YOUR INSTRUCTIONS: Your answer should be the lines below from the one holding "height:5px; margin-top:-2.5px; transform-origin:0;" through the one holding "filter:drop-shadow(2px 0 #c0bebe)", copied exactly and with nothing else.
(DATASET Opens)
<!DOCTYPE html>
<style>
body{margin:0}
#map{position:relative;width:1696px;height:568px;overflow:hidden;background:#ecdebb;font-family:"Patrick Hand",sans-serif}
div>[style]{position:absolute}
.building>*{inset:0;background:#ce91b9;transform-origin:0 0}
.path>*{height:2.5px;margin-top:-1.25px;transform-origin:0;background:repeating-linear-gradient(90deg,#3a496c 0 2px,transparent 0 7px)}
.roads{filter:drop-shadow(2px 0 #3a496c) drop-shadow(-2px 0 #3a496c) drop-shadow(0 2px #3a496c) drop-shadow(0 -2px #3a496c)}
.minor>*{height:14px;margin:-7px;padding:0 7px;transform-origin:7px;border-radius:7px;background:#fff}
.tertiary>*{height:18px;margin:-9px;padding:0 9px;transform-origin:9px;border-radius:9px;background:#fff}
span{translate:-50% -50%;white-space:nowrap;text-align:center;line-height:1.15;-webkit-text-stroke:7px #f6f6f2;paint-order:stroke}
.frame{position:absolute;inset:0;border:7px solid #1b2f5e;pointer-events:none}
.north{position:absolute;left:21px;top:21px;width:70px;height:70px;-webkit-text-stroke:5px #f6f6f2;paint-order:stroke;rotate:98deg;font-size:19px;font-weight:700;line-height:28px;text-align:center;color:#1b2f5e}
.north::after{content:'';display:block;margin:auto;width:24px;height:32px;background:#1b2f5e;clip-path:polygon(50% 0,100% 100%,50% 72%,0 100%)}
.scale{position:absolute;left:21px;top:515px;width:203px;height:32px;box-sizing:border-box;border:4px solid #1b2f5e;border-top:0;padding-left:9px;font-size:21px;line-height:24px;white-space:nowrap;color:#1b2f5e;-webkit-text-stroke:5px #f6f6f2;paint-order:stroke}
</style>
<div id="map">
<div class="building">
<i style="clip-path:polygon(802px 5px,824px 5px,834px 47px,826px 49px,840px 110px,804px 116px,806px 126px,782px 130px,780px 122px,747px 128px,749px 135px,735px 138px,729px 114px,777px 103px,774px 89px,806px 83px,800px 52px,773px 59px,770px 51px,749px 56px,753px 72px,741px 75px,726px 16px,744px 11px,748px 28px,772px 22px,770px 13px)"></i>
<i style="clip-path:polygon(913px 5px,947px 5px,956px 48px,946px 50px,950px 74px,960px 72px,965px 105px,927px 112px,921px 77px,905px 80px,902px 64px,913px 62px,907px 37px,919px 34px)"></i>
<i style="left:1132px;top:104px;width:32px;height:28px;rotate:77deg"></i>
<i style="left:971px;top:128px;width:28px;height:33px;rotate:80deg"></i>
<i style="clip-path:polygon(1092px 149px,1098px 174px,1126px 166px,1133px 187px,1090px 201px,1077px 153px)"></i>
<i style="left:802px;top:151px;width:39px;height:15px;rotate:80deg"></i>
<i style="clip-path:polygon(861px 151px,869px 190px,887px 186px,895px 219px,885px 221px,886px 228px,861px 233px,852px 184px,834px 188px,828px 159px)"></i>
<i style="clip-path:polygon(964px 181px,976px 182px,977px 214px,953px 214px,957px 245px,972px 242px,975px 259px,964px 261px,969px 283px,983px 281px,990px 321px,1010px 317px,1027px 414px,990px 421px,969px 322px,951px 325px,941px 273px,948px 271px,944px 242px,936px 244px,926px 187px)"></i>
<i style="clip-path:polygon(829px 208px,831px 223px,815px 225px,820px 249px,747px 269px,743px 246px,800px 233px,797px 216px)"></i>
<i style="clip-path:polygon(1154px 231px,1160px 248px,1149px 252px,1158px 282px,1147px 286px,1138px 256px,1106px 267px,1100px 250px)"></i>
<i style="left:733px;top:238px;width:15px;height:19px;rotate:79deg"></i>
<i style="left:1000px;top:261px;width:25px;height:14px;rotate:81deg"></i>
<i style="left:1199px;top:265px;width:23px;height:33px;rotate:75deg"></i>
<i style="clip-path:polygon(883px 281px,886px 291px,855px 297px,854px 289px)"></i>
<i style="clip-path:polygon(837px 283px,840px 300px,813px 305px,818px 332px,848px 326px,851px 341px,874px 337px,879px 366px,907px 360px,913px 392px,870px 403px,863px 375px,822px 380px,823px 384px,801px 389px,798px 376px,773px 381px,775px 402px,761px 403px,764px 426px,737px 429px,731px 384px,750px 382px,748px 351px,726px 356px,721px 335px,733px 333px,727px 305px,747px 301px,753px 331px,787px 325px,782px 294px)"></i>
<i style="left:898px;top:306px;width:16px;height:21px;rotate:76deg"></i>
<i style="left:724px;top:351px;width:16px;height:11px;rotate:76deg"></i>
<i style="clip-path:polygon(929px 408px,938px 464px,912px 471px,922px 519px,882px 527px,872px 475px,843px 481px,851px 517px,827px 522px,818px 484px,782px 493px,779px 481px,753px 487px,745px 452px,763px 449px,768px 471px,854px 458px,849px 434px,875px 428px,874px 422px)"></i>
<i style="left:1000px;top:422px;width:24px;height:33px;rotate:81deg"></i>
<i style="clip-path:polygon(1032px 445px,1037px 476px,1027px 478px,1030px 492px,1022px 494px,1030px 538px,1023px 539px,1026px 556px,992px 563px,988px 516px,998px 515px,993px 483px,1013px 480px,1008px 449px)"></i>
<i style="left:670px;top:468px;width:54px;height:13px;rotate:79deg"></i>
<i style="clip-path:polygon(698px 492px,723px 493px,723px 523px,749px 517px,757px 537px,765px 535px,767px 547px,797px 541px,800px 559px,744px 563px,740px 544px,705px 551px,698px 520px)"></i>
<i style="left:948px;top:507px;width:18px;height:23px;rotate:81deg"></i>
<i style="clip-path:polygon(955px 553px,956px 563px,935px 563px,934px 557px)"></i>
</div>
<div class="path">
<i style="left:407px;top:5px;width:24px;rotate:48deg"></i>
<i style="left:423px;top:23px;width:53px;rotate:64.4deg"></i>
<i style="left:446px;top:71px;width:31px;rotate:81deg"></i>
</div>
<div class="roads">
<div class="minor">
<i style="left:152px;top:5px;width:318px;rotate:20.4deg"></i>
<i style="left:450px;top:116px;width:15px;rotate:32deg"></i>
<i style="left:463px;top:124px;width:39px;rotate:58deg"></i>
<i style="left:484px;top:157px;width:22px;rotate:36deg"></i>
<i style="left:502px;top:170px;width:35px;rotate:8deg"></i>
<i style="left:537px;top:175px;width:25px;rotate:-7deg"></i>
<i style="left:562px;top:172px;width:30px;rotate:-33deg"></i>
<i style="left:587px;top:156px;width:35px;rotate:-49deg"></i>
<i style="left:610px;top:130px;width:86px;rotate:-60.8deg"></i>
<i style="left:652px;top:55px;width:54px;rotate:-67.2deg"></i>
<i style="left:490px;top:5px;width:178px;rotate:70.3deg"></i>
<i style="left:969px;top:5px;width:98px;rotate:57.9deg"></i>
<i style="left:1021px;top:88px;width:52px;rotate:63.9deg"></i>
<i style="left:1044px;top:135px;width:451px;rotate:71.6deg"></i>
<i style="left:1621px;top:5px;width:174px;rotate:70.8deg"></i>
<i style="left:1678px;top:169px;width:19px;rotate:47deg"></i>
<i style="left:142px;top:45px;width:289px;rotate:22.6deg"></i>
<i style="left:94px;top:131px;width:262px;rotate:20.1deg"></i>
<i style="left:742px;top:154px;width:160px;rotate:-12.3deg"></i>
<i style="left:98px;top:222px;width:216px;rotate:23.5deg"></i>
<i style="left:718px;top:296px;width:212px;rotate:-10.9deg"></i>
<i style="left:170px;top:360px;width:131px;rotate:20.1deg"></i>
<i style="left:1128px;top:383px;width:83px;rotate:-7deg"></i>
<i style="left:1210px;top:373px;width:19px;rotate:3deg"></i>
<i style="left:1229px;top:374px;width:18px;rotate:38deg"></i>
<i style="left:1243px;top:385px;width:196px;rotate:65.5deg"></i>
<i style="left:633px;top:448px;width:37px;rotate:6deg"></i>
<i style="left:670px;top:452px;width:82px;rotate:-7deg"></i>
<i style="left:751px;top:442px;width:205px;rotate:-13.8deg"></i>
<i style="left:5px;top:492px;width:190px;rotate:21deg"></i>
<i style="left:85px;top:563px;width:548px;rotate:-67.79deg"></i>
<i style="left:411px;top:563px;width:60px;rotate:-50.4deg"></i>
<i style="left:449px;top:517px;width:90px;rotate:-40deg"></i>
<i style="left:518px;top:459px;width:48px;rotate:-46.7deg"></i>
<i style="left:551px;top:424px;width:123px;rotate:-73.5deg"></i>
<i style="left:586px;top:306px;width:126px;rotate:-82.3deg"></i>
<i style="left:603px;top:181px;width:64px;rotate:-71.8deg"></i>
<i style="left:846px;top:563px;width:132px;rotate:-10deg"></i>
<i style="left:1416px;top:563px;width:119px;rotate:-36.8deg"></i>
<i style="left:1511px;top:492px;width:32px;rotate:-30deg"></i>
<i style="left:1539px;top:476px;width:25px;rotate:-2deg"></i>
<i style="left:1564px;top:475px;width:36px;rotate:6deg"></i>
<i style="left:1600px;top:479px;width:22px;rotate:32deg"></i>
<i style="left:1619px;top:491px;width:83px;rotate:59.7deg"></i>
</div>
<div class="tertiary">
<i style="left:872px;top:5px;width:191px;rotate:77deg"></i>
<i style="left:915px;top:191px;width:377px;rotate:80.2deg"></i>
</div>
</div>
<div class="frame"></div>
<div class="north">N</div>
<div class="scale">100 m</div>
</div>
(DATASET Closes)
(DATASET Opens)
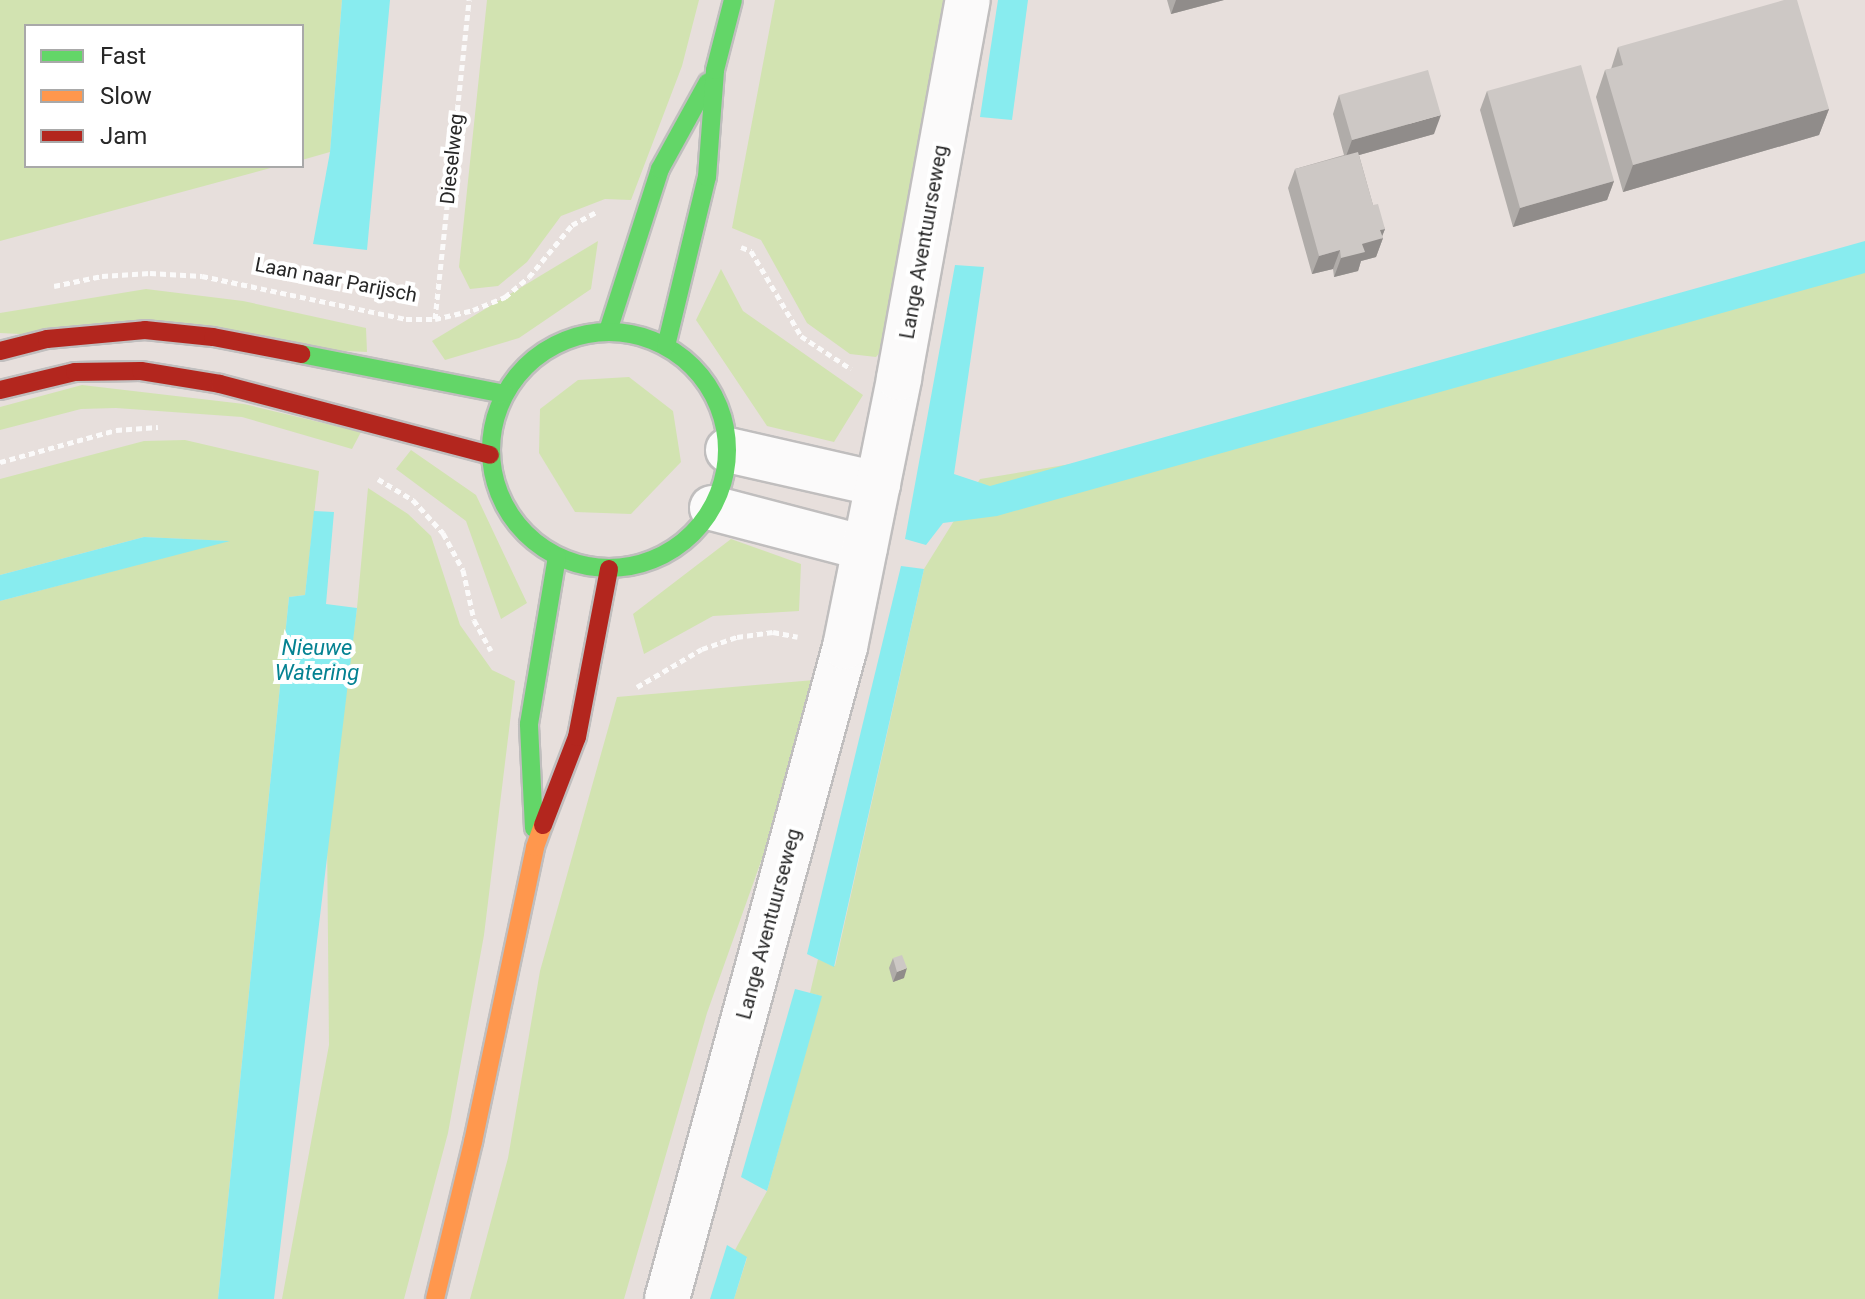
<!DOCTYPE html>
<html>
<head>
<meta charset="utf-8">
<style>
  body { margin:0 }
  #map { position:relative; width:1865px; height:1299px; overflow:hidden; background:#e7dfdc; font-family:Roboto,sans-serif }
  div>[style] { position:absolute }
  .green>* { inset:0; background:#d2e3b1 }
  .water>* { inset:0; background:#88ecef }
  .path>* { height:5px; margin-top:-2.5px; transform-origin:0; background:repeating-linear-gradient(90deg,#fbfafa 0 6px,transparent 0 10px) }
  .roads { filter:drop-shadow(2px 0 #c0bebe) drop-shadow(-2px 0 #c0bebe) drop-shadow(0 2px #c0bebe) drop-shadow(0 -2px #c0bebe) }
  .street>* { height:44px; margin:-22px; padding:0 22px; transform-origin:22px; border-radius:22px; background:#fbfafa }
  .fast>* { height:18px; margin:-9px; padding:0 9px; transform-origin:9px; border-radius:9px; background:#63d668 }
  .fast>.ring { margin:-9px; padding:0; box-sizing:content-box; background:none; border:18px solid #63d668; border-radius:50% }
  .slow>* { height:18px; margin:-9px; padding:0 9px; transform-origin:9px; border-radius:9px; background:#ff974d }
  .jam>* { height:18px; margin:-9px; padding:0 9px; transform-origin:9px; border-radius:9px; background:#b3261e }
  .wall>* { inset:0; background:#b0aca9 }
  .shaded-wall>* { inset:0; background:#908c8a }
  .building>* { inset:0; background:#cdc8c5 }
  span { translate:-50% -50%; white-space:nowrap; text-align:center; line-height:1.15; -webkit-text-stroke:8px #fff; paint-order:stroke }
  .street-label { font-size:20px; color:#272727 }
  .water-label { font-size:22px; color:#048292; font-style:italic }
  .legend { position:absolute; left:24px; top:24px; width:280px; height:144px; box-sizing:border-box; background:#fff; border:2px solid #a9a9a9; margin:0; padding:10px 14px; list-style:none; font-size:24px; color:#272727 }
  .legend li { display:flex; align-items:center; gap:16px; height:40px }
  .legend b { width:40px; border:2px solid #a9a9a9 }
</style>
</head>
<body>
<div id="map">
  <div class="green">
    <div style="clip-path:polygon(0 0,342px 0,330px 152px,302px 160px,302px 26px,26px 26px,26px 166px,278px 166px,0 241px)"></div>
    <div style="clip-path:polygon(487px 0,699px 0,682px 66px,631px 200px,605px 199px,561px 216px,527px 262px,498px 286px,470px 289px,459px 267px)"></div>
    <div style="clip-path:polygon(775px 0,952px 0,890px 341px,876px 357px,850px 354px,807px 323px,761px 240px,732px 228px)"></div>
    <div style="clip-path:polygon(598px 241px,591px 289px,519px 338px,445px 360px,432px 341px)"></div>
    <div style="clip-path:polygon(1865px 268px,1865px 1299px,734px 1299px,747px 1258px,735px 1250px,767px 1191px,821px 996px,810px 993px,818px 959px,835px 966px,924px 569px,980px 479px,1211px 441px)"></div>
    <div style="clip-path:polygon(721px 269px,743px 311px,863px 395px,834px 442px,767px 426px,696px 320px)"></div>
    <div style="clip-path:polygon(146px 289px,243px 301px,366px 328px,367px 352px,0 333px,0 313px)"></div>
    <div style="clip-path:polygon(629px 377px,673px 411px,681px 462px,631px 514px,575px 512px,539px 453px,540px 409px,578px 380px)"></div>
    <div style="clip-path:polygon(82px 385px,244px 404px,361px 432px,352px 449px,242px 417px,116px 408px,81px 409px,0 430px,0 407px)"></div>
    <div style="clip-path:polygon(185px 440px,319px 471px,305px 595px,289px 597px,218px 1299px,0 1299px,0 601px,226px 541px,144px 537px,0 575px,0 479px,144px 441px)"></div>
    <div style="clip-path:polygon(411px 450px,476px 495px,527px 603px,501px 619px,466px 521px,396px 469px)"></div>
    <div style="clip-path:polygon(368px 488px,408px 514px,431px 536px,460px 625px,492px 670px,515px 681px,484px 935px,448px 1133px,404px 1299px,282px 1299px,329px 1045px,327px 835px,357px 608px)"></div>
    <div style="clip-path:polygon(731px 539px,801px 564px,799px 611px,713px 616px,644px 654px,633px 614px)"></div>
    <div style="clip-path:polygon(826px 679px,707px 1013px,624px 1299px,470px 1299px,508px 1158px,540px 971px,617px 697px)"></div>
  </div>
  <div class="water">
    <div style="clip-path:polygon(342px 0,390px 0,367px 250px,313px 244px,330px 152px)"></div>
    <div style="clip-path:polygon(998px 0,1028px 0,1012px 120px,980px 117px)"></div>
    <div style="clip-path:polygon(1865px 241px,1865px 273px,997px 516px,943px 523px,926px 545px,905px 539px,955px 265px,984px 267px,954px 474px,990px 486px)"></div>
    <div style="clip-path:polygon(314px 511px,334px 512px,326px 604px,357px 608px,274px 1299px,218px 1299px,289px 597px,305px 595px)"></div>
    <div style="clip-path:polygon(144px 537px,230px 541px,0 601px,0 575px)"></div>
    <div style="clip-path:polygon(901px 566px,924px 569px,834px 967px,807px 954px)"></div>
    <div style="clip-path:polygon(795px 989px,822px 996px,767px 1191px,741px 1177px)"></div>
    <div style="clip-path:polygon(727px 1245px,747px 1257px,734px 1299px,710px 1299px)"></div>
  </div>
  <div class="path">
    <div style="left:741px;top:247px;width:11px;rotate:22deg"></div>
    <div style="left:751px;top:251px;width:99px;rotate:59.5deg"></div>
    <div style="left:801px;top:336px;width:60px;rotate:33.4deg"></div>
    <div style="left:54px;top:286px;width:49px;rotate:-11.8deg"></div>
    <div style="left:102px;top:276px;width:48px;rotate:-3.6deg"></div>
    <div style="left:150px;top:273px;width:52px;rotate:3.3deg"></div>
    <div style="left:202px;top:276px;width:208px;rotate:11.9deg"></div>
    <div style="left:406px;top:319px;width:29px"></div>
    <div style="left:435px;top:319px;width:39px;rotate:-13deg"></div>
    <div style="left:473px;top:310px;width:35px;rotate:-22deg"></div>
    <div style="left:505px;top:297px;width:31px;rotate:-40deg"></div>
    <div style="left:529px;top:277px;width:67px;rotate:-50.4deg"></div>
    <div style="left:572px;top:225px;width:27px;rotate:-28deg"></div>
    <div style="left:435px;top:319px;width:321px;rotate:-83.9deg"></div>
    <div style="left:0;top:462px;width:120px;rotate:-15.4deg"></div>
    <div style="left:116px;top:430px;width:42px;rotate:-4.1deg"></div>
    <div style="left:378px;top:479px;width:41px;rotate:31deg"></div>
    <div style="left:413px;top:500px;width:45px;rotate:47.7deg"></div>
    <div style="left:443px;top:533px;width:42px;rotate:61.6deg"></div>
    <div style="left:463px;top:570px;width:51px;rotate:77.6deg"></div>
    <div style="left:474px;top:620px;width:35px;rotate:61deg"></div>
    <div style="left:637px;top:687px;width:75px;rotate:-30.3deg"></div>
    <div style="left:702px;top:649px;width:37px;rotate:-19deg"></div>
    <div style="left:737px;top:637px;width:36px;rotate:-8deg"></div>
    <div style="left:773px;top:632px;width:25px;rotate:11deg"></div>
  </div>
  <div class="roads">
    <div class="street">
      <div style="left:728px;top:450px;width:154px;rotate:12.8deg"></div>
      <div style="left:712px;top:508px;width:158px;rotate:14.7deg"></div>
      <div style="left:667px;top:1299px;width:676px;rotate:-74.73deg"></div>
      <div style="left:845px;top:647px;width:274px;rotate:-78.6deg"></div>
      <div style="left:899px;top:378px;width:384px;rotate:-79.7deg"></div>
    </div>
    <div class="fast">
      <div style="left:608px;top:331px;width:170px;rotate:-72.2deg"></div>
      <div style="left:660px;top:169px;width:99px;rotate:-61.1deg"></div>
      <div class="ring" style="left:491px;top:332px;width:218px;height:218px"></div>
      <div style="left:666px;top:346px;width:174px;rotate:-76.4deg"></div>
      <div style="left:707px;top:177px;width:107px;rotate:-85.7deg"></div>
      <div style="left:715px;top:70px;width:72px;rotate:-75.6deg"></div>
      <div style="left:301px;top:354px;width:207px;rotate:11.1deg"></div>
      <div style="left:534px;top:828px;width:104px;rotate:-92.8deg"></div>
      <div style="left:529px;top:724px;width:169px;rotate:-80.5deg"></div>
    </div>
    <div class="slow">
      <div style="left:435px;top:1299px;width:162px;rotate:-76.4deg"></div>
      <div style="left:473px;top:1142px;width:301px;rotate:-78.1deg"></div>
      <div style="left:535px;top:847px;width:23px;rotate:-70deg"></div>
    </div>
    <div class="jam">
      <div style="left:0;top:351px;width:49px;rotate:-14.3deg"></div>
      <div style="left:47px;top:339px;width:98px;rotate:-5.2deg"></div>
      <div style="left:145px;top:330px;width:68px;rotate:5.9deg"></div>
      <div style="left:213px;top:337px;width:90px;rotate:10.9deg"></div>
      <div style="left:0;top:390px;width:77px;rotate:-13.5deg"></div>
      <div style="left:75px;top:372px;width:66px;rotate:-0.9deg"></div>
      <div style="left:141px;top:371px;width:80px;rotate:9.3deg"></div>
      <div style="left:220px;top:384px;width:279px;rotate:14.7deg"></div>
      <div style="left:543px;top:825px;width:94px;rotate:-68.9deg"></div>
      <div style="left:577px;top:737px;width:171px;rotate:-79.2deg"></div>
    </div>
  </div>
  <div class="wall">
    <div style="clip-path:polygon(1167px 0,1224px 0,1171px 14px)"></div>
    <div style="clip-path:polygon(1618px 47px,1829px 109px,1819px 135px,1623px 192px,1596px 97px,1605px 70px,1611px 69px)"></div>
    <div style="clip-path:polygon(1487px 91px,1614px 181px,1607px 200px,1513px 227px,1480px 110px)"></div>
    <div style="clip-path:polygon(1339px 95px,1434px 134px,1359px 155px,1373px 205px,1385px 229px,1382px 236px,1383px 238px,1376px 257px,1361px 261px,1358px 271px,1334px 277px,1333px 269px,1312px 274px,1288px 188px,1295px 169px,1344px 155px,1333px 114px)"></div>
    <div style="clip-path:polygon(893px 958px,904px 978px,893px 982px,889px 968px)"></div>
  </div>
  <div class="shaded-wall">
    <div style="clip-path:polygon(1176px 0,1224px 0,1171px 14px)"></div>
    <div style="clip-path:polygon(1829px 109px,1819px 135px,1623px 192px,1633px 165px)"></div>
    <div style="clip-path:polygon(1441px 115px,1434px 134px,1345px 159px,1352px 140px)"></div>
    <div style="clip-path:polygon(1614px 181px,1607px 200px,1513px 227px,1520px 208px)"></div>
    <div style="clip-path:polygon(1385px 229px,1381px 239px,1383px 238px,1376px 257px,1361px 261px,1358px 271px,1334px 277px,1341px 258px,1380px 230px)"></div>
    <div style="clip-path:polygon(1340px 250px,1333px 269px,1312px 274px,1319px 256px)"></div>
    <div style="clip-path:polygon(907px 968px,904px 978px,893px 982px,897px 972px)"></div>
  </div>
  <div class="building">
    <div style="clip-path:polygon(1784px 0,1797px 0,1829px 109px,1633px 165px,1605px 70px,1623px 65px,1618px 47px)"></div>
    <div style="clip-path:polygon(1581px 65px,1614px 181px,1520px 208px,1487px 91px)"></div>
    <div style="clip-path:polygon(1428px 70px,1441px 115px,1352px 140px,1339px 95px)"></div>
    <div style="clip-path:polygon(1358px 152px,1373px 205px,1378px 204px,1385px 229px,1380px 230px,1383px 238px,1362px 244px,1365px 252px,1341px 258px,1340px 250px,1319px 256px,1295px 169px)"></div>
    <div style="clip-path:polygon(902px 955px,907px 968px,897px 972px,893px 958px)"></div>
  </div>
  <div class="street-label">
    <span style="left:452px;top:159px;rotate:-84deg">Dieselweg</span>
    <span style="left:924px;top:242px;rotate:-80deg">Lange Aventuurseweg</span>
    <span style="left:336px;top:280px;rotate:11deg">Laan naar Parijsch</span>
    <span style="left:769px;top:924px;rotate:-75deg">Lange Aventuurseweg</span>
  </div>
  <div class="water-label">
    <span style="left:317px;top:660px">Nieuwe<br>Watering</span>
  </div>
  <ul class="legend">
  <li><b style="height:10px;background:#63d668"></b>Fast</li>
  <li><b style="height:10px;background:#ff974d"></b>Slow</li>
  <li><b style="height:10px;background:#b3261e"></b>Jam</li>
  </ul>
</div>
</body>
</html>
(DATASET Closes)
ANSWER BELOW:
  .path>* { height:5px; margin-top:-2.5px; transform-origin:0; background:repeating-linear-gradient(90deg,#fbfafa 0 6px,transparent 0 10px) }
  .roads { filter:drop-shadow(2px 0 #c0bebe) drop-shadow(-2px 0 #c0bebe) drop-shadow(0 2px #c0bebe) drop-shadow(0 -2px #c0bebe) }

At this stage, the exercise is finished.